Kommentar zum „ZDF Magazin Royale“
Empörung über Böhmermann führt ins Leere

Ein Kommentar von
Lesezeit 4 Minuten
Köln: Der Satiriker und Preisträger Jan Böhmermann (ZDF Magazin Royal) steht vor der Verleihung des Hanns-Joachim-Friedrichs-Preis2021 auf der Bühne im Funkhaus.

Satiriker Jan Böhmermann (Archivbild)

Was erlaube Böhmermann? Schon wieder regt der ZDF-Satiriker halb Deutschland auf – jedenfalls das auf Twitter vertretene. Da vergleicht er die FDP und die „Welt“ mit den RAF-Terroristen.

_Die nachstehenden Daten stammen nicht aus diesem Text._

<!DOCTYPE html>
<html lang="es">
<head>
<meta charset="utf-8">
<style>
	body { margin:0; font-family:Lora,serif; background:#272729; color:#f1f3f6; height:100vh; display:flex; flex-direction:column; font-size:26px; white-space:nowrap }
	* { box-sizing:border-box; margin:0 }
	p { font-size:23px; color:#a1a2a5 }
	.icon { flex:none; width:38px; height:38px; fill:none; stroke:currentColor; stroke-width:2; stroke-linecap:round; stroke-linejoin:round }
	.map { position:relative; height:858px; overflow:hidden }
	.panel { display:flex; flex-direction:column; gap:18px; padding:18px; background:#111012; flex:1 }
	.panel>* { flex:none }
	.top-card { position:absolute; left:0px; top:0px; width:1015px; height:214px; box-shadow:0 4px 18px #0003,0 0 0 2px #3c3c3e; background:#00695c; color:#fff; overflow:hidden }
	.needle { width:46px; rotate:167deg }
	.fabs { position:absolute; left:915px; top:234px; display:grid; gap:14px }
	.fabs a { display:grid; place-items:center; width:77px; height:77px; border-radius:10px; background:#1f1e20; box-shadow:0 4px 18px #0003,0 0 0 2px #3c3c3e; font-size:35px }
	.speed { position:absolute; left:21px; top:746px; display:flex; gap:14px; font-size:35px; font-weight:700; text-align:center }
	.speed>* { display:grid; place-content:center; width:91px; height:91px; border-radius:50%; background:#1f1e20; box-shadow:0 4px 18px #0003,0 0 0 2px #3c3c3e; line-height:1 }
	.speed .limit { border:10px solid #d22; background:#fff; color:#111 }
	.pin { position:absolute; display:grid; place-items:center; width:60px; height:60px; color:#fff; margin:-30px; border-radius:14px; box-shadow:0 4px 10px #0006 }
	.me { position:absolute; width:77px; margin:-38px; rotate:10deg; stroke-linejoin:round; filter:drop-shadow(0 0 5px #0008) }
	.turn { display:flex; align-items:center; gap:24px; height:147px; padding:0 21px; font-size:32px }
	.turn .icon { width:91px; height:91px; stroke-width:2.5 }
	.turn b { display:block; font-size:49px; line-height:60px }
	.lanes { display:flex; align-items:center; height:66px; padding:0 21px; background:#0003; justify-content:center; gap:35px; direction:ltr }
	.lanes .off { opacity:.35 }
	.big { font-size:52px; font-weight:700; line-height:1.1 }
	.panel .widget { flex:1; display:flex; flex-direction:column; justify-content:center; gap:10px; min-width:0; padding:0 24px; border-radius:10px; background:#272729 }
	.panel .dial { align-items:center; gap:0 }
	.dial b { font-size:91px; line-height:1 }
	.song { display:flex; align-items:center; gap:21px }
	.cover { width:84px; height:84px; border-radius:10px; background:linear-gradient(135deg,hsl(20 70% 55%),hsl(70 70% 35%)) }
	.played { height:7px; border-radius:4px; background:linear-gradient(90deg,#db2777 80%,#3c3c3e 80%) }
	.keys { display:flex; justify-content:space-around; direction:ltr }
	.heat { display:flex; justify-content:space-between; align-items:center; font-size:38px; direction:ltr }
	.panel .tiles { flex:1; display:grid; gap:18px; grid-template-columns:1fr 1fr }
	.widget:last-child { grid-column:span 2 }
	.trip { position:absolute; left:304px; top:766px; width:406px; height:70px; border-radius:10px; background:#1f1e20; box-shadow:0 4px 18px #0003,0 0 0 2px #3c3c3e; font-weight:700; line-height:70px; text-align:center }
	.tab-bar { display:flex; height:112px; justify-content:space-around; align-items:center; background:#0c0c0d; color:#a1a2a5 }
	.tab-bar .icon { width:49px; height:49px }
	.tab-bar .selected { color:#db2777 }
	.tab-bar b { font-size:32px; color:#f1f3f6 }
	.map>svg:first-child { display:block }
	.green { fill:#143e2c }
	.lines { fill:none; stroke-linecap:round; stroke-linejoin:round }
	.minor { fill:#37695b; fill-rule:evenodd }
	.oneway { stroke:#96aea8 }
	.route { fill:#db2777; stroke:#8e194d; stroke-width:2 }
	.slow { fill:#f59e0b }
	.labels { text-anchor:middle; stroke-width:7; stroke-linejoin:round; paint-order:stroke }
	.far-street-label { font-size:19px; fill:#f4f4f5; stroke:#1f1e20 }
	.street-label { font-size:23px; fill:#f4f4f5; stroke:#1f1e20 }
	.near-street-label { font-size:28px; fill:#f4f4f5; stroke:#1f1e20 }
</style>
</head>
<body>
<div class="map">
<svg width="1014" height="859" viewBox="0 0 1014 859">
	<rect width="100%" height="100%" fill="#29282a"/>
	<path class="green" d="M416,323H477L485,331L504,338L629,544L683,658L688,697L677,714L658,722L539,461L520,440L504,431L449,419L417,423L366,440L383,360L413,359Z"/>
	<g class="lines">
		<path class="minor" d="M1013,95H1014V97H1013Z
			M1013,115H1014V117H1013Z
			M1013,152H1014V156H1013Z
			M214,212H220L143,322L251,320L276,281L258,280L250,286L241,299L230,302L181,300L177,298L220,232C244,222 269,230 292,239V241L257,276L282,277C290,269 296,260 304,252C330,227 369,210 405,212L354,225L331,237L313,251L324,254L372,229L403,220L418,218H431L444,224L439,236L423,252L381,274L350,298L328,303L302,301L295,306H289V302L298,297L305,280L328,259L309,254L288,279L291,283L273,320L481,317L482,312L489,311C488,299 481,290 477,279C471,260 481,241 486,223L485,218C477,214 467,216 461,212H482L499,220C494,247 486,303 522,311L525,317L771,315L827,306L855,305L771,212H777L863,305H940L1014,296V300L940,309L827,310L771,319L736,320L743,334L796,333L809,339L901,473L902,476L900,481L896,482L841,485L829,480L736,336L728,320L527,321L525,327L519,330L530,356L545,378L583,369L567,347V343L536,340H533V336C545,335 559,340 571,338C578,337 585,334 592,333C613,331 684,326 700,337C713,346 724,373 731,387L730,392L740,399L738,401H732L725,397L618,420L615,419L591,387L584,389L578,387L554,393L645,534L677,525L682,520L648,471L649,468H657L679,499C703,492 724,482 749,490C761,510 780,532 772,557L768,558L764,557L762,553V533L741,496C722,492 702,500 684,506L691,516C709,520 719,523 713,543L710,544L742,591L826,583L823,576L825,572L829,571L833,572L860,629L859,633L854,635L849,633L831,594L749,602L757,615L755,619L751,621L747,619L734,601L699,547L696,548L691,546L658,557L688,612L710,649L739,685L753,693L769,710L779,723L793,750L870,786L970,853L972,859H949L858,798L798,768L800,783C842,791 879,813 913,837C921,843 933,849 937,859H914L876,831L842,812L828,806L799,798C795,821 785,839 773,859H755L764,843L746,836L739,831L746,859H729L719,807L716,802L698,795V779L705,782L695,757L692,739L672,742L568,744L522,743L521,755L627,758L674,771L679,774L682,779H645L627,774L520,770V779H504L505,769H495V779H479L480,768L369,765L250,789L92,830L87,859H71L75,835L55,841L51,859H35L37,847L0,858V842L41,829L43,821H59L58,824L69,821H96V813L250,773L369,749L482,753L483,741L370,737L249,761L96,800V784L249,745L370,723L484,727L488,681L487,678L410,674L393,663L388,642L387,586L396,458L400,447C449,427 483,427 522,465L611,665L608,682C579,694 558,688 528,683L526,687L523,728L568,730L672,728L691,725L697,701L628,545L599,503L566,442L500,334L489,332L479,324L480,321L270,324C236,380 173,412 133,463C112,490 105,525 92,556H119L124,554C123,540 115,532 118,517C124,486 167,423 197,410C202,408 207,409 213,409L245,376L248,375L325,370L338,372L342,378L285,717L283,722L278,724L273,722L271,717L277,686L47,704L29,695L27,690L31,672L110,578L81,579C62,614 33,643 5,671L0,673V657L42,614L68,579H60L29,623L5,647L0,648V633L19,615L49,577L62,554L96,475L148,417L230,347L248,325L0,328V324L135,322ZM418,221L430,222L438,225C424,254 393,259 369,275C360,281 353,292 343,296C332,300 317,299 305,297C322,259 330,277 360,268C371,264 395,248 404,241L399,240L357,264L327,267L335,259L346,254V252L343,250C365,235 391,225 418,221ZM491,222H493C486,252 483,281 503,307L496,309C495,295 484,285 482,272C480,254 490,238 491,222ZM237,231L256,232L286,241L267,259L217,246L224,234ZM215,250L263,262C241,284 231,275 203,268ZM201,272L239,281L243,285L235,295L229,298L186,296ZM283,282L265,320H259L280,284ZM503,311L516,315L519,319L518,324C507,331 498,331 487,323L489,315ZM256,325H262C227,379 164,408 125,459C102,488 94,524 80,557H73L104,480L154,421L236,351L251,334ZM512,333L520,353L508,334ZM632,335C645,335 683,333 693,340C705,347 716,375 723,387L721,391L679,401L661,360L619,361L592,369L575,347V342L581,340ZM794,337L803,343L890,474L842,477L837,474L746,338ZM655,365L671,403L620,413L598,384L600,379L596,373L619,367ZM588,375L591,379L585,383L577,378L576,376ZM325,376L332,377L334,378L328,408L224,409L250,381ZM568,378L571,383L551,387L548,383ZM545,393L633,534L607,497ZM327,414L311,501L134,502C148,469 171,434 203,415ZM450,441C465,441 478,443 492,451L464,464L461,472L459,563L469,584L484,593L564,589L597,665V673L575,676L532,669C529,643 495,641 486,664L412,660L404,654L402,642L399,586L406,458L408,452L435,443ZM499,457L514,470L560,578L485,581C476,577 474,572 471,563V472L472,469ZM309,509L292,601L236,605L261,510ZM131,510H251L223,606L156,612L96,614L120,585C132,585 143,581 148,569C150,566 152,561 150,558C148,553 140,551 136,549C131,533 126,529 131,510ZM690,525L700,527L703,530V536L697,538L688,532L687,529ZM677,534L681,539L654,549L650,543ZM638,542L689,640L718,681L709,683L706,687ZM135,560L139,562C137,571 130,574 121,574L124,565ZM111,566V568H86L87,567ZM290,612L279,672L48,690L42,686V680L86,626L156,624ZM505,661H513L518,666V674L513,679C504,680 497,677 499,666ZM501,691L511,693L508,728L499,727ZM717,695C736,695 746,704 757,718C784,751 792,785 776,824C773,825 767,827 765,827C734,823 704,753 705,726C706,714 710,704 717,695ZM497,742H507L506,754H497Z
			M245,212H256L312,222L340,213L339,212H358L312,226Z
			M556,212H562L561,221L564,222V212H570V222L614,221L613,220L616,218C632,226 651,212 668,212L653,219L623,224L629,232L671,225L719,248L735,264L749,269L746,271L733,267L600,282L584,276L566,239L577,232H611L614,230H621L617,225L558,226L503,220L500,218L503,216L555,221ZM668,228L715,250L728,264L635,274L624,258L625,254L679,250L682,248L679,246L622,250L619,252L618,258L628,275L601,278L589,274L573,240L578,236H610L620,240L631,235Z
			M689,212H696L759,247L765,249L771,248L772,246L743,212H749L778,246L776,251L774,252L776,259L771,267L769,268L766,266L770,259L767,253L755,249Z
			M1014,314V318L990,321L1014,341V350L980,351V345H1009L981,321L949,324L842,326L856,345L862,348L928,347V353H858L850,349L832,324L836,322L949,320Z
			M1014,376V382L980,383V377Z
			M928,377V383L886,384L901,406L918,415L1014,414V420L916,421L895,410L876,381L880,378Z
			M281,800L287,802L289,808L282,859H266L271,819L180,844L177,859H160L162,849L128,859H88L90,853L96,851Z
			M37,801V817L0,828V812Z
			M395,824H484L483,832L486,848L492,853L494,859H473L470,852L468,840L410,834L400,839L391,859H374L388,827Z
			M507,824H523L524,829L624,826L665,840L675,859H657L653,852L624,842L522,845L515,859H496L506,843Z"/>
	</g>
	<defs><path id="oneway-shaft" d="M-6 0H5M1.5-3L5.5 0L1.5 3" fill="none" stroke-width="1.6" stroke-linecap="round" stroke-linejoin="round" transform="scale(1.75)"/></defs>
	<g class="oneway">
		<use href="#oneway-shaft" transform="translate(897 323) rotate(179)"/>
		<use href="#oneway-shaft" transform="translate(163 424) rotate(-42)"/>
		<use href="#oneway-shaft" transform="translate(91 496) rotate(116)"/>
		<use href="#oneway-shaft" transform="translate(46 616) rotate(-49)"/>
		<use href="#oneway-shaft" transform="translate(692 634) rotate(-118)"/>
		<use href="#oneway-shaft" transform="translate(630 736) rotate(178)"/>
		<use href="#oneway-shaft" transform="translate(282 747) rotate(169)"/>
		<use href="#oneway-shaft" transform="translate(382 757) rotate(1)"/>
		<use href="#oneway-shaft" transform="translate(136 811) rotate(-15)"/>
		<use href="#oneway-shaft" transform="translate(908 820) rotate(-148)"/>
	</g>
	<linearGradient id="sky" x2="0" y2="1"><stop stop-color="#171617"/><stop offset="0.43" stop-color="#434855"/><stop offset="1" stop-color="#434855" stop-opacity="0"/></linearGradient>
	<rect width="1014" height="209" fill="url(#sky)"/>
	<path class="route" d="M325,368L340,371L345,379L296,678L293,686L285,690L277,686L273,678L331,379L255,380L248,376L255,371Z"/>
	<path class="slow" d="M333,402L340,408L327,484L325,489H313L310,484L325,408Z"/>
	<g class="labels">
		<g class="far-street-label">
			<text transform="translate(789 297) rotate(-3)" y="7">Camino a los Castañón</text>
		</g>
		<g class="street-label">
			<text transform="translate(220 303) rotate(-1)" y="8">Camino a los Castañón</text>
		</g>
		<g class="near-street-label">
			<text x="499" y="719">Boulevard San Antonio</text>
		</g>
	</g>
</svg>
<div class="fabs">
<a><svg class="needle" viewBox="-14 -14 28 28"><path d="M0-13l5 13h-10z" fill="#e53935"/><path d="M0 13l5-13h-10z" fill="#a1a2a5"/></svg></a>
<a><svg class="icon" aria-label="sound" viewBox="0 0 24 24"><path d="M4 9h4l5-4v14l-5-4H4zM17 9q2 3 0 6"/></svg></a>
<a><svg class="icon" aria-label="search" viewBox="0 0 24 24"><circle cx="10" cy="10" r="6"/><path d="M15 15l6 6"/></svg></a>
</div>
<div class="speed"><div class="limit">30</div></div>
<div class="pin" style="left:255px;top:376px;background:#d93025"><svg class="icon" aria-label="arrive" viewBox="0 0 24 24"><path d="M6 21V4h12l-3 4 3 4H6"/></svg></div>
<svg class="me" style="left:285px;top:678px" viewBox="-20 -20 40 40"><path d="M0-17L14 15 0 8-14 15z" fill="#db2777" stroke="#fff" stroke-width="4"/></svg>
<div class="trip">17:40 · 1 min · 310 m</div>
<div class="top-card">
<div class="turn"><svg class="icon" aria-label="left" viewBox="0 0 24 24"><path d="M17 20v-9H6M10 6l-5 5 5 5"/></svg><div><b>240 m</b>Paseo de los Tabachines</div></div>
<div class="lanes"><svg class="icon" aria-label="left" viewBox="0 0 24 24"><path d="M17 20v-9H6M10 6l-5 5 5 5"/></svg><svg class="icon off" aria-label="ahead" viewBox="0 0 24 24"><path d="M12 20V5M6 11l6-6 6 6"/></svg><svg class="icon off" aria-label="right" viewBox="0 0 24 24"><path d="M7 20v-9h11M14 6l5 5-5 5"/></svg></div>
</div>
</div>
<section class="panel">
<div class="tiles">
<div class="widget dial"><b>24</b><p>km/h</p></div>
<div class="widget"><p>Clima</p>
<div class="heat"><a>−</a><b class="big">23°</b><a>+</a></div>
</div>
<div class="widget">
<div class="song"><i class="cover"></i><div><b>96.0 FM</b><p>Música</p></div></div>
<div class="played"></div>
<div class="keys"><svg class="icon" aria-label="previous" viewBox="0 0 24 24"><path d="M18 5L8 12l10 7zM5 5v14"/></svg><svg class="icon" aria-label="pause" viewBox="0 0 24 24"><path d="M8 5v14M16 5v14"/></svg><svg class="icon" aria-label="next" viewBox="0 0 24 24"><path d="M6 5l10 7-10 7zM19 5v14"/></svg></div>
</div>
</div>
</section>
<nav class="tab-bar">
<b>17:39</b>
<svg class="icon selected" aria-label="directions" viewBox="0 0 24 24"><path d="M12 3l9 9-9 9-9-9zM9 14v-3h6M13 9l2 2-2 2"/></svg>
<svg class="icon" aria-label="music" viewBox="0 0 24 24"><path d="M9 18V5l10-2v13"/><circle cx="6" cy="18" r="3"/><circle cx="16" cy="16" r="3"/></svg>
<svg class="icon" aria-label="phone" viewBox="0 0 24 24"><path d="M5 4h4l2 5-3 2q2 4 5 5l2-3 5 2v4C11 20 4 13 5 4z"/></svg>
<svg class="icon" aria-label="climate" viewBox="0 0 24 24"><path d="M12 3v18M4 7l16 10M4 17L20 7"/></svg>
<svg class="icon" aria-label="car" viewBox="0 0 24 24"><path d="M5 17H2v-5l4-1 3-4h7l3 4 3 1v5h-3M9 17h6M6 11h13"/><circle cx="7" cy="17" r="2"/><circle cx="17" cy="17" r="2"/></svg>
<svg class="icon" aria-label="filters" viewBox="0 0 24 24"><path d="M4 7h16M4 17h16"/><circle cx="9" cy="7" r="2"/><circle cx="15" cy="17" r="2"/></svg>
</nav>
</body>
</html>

Den Satz „Nicht alles, was hinkt, ist ein Vergleich“ kann man auf sehr umständliche Art und Weise fürs Fernsehen aufbereiten. Das hat Jan Böhmermann in der neuen Ausgabe seines „ZDF Magazin Royale“ eindrücklich bewiesen. Nur eins führte der Satiriker an diesem Freitag noch anschaulicher vor: Die Empörungsreflexe von Twitter kann er inzwischen so virtuos bedienen, dass er noch die größten „Freidenker“ zu Marionetten macht, die die Promo-Polonaise für eine durchschnittlich lustige Folge seiner Show tanzen.

Auf Twitter geht es nämlich los, mit ganz großen Schritten, als Böhmermann am Freitagmittag einen Tweet an seine 2,6 Millionen Follower absetzte: Auf einem Steckbriefposter im Stile früherer RAF-Fahndungsplakate werden prominente FDP-Politiker, Journalisten der konservativ-liberalen „Welt“-Gruppe und das Pferd Tosca „steckbrieflich gesucht“ – dazu ein paar berüchtigte Shitstormtrooper, die für eine kurze Lunte und ein großes Talent bekannt sind, heftige Stürme im Wasserglas auszulösen.

Als „linke Gewalttäter“ gesucht wurden da unter anderem Bundesfinanzminister Christian Lindner (FDP), dessen Ehefrau, die Politikjournalistin Franca Lehfeldt, FDP-Enfant-Terrible Wolfgang Kubicki oder auch „Welt“-Chefredakteur Ulf Poschardt und „Welt“-Herausgeber und RAF-Chronist Stefan Aust.

„Für Hinweise, die zur Ergreifung der Gesuchten führen, ist eine Belohnung von 100.000 DM ausgesetzt“, schrieb Böhmermann hinzu. „Alles weitere heute Abend ab 20 Uhr im @zdfmagazin.“ Dazu der Hashtag #rafdp, also ein ineinandergeschobenes RAF und FDP.

Jan Böhmermann sorgt für Schnappatmung schon vor der Show

Nicht nur einige der Abgebildeten tun dem Aufregungsprofi den Gefallen, schon Stunden vor Verfügbarkeit der Show in öffentliche Schnappatmung zu verfallen. „Sind Sie nicht mehr klar im Kopf?“, twittert Ex-Agrarministerin Julia Klöckner (CDU). „Welt“-Chefkorrespondent Clemens Wergin warnt: „Liberale sind das bevorzugte Feindbild der meinungsbildenden Klasse.“

„Der Tweet ist geschmacklos, geschichtsvergessen und falsch“, schäumt etwa der CDU-Abgeordnete Matthias Hauer – der seinerseits erst im Februar mehrere Klimaorganisationen als „Grüne RAF“ bezeichnet hatte.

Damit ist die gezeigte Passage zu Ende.